Yeah, I could have killed Jerry with no compunctions.

chuck

It is easy enough, I suppose, to underestimate the intelligence of a man who sells pot next to a dumpster behind the Choose'n'Save, especially for someone like Glen, who thinks himself a sharpy in the vein of a Hugh Hefner or a Warren Beatty or a Gary Hart. You know the kind I mean. When he sees a woman that pleases his eye he sets that eye on her until his filthy ends are met, then he loses interest in that particular lady who no doubt is or was the most precious flower of another. He did this to my own precious flower six years ago, when my girlfriend Gretchen was facing a charge of possession with intent to distribute.

Marijuana.
Cannabis sativa
. I was a slave to it as much as to her at that time; the fact that she had an ounce and a half of it on her person upon her arrest was strictly due to my own baleful influence. Enter, in the outward guise of savior, my friend (I thought) Glen, hotshot attorney and drinking buddy, occasional purchaser of my wares. He worked the case without recompense, for which I was grateful.

Then, six months later, Gretchen and I were going at it hammer and tongs over her little dachshund Tami's tendency to shit in my loafers—I did hate that awful farting bitch something fierce—when she pulled out the big rhetorical guns and announced that yes, in fact, Glen had charged a fee, and that it had involved her mouth and his organs of regeneration. I threw her and Tami out. Ever since I have been waiting for the moment (never really believing it would come) when I might pay Glen back for his perfidy.

torie

Jerry keeps a couple of grand in cash taped to the underside of his sock drawer, which is stupid. Right? Isn't that stupid? That's the kind of guy Jerry is. Smart and stupid both, sometimes in the same sentence.

glen

The woman was a mess and she smelled like chicken soup and swamp water, but she was the first human female in close to a year who'd consented to lay with me free of charge and I wasn't about to fuck that up, especially when she looked ready to fly the coop on Jerry. It cost me the last of my meager stash to get her out to the Lexus, where I explained to her about the five hundred dollars and the cold medicine. She didn't have it, she told me, and she pointed out that if we borrowed the money from Jerry unawares we wouldn't owe anything, either in terms of cash or product.

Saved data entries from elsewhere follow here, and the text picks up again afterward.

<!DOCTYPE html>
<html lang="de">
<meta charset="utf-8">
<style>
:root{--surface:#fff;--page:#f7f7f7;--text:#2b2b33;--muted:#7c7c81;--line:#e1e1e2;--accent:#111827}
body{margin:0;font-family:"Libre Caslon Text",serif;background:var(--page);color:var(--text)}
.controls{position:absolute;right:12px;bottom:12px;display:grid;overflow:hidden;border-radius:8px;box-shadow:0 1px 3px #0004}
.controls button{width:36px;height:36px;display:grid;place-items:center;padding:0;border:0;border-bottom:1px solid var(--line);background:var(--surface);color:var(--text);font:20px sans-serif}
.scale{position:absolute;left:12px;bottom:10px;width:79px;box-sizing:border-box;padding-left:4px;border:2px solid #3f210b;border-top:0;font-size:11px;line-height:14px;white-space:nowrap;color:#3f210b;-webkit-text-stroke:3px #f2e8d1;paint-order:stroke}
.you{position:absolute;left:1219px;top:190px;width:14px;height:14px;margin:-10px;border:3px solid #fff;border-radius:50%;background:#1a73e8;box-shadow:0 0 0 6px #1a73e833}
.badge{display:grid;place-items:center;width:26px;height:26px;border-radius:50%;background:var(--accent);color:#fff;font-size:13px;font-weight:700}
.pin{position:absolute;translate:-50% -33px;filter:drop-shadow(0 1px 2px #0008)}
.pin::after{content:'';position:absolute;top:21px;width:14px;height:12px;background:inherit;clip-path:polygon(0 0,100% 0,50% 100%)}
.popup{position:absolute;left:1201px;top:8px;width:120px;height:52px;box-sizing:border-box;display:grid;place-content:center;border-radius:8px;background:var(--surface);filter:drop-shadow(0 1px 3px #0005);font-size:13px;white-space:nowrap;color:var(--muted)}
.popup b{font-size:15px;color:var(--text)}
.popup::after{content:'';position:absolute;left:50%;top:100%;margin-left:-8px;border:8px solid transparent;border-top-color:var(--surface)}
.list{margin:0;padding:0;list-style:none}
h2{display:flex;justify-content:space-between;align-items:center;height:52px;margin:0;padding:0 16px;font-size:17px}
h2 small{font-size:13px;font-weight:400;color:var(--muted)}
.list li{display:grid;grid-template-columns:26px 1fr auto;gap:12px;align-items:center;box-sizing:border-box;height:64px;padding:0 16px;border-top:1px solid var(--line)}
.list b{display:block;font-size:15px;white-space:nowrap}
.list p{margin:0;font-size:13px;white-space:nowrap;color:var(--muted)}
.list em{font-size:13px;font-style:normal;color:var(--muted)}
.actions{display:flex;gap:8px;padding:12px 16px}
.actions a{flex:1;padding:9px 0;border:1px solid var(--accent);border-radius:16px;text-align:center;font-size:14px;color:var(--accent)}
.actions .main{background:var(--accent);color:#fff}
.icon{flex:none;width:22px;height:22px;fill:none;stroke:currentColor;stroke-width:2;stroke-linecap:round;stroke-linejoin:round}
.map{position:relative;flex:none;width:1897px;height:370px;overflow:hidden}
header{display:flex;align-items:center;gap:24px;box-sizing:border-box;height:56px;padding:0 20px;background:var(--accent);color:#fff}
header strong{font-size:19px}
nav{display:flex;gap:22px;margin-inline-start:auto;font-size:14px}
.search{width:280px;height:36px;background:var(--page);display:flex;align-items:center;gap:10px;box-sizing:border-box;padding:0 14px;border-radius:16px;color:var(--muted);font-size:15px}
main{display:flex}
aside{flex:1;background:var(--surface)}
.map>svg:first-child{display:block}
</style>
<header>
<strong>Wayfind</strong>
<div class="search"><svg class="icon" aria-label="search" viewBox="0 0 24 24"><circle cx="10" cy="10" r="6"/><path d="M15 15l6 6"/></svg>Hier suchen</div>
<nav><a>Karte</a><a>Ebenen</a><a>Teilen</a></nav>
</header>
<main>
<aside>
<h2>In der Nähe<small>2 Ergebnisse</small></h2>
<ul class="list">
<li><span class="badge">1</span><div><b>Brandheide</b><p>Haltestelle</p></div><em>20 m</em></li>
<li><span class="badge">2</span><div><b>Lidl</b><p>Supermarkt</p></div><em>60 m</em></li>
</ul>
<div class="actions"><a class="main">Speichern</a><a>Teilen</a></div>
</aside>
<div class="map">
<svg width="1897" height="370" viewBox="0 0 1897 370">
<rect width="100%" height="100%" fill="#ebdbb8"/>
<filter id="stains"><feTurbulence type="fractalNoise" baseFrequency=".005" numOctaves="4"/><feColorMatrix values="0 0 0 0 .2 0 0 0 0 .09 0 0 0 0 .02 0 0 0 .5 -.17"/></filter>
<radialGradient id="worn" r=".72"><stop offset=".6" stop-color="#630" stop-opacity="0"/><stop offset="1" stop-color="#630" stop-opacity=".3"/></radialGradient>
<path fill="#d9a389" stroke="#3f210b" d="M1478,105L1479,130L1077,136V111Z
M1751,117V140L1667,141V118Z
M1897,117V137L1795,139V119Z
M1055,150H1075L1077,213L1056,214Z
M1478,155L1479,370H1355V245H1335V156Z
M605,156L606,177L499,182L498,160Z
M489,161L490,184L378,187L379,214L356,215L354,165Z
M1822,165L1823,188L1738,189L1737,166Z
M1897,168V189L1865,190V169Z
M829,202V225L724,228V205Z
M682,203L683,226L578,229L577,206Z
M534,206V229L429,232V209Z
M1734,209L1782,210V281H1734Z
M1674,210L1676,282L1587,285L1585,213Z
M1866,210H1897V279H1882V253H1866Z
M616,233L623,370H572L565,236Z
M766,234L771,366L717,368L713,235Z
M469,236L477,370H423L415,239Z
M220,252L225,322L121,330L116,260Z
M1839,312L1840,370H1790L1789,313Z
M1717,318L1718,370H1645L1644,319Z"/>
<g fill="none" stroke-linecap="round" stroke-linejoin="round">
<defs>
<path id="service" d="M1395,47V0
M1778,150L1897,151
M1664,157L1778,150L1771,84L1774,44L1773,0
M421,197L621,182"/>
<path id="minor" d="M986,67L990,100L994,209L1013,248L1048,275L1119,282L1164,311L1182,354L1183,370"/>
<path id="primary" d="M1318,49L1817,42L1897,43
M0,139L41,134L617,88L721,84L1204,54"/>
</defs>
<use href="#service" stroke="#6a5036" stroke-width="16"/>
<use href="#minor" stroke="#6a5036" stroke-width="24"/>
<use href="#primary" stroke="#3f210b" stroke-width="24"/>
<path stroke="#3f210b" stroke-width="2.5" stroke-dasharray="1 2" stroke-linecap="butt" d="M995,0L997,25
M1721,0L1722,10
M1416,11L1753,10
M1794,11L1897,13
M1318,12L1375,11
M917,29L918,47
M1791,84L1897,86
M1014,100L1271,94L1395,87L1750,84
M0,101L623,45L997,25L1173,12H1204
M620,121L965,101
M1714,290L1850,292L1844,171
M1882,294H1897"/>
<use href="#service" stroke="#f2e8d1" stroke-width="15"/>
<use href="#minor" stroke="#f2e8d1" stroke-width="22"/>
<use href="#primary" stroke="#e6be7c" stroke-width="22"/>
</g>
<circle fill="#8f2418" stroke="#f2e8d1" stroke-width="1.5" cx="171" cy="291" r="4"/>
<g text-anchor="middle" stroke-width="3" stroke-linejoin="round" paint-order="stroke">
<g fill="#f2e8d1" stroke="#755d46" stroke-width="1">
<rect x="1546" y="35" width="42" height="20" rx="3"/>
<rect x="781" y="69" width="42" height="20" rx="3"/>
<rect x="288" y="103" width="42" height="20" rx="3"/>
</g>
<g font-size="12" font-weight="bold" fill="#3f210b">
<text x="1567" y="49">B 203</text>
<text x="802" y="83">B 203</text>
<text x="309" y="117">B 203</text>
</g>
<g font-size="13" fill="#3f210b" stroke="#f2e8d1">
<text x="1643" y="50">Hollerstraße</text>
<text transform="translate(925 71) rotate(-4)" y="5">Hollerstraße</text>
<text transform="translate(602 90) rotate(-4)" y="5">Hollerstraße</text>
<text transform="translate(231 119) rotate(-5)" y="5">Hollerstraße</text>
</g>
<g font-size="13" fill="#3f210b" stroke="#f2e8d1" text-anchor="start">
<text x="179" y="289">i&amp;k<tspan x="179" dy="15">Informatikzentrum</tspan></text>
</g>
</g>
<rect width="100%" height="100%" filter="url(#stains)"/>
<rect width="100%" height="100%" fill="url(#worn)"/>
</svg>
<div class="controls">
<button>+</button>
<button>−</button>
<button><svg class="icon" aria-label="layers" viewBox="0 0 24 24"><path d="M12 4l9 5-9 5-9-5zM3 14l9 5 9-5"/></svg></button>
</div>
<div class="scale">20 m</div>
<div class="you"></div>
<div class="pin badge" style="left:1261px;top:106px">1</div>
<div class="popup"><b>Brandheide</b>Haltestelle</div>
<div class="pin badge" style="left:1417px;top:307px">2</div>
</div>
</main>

“I like the way you think,” I told her, although what I saw in her was less thought than a kind of low animal cunning, a hillbilly slyness that made the betrayal of her boss and lover as natural and uncomplicated as switching brands of toothpaste.

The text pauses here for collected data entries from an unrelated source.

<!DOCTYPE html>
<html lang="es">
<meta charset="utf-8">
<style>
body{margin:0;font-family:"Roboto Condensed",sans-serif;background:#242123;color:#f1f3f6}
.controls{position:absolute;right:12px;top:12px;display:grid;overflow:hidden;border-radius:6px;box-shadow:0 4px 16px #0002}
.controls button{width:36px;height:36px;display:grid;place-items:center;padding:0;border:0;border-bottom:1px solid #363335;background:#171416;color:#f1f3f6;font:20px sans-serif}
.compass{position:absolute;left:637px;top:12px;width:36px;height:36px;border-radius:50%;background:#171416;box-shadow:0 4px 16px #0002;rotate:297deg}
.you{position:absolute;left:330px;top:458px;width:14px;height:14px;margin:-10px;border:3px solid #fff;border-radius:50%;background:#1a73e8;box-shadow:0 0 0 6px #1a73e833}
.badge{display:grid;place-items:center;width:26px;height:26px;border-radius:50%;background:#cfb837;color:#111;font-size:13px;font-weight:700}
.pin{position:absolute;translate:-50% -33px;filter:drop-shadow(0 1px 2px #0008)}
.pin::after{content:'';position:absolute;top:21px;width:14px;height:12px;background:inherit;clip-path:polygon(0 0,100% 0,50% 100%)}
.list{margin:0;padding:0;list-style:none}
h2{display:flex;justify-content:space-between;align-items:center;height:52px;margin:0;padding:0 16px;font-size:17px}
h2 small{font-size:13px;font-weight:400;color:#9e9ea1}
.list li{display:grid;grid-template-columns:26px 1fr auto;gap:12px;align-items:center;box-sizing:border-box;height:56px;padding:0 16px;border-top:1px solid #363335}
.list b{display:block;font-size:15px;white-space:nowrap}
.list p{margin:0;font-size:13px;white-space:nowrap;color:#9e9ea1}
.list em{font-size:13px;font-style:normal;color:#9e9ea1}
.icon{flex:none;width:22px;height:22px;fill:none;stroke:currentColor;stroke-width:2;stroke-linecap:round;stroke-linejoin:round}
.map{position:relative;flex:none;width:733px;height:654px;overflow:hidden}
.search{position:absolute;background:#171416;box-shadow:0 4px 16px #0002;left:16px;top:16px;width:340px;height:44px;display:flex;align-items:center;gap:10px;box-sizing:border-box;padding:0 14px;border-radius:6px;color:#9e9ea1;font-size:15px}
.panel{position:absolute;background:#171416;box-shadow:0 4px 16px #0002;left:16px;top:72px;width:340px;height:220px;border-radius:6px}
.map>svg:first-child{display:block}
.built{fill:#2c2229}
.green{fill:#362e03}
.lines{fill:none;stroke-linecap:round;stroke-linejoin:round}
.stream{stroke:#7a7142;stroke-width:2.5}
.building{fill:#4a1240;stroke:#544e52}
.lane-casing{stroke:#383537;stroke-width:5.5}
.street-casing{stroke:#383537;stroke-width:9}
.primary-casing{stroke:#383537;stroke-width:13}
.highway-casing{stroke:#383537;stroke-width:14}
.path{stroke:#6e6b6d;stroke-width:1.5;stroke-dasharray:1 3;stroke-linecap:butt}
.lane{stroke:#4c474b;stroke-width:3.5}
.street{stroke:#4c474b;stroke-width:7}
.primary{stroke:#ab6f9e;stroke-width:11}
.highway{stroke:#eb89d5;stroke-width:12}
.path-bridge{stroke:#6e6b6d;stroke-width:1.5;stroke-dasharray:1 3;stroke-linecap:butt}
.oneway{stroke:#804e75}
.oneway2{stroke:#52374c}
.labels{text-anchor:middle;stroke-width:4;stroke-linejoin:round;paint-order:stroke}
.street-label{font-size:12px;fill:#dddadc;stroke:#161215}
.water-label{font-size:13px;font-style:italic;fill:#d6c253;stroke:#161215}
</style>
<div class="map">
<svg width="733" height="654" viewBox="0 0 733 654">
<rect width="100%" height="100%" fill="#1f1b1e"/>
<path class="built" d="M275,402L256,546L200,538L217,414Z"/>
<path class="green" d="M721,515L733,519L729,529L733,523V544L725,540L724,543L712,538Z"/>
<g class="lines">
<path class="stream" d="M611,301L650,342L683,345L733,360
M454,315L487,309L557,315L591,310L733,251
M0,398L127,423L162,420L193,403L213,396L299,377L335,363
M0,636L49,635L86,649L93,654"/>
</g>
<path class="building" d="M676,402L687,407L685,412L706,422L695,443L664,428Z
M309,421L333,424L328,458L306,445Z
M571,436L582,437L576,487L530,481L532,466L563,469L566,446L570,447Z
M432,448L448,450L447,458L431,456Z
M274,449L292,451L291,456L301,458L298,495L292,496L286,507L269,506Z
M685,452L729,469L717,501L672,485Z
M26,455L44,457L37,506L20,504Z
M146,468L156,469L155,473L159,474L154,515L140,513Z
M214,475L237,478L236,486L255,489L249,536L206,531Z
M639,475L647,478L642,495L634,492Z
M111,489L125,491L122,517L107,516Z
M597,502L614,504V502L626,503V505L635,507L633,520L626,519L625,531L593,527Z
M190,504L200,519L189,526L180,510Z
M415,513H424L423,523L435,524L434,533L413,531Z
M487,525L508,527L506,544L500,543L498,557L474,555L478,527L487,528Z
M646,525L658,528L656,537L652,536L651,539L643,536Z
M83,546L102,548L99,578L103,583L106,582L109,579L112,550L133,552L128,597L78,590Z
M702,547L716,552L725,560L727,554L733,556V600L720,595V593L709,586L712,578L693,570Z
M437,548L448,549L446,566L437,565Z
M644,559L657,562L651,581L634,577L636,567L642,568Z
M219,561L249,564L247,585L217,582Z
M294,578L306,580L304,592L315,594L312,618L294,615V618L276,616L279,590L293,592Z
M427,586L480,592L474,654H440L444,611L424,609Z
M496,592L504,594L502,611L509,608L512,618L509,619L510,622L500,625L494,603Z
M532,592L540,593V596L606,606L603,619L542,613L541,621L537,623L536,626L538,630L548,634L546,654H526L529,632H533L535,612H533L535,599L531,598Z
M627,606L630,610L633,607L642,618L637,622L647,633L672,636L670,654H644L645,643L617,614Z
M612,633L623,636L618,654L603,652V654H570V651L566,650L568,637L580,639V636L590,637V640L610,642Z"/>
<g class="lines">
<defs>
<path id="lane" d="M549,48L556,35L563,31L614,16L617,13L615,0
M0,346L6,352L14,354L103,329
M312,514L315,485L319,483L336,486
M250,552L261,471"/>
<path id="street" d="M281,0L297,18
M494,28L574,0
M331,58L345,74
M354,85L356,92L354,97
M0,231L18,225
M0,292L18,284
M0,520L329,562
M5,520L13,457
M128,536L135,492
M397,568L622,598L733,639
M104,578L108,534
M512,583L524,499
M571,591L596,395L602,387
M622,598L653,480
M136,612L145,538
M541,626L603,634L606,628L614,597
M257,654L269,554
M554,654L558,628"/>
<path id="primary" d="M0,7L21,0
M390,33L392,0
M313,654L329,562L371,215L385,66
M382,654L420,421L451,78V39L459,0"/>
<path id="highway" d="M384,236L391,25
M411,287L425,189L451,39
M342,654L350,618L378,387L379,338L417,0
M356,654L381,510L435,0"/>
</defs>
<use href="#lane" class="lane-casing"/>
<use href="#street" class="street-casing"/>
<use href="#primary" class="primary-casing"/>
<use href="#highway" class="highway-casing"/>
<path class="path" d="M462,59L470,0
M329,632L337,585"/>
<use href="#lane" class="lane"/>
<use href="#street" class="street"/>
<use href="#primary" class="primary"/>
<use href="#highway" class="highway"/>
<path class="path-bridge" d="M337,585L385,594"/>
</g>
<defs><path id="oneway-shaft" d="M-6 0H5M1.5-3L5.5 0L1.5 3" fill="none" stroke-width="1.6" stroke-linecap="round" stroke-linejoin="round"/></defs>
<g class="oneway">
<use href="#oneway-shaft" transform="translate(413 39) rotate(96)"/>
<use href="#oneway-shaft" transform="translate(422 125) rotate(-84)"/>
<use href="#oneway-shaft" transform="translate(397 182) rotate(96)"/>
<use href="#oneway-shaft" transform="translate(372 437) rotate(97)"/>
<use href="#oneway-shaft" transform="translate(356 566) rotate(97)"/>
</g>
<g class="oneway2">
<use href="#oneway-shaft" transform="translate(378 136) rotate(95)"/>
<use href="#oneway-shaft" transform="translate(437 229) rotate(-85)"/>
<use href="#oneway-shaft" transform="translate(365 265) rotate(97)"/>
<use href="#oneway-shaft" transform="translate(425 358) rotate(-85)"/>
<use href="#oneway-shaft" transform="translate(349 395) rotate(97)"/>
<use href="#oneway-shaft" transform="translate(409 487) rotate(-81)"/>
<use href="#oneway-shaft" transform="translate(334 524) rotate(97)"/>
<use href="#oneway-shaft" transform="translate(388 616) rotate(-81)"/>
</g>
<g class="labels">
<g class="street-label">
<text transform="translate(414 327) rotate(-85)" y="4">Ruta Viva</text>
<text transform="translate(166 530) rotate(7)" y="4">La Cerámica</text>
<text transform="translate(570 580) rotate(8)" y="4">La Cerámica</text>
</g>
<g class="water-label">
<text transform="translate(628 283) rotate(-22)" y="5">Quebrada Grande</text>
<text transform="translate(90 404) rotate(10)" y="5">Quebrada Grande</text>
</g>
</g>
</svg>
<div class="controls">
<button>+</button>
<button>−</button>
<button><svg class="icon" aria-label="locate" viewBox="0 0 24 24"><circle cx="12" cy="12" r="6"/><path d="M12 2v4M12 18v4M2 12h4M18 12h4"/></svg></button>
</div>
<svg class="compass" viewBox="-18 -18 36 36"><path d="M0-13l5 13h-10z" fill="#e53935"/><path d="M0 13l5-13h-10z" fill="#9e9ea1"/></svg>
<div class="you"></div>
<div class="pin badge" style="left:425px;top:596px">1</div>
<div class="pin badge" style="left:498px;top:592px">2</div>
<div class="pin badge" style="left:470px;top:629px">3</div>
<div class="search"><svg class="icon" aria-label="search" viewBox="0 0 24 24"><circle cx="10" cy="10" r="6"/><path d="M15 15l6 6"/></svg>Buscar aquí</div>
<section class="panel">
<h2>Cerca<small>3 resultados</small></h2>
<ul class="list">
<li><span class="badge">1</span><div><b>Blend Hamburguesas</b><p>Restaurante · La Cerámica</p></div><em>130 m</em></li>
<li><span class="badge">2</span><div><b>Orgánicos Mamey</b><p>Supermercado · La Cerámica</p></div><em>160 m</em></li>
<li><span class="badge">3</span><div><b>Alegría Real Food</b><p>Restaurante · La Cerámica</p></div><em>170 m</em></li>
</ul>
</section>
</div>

We were driving out on Hydraulic headed for a supermarket. It was closed at that hour but the security guard let Chuck do some business out behind the dumpsters in return for modest monetary and pharmaceutical compensation. I'd known Chuck for twenty years, and despite a reckless and fearless way of doing business, he'd never been in any major trouble. A lack of guile and considerable personal charm had gotten him out of many a scrape, and a lack of ambition had kept him out of the bigger leagues where he probably would have gotten himself killed.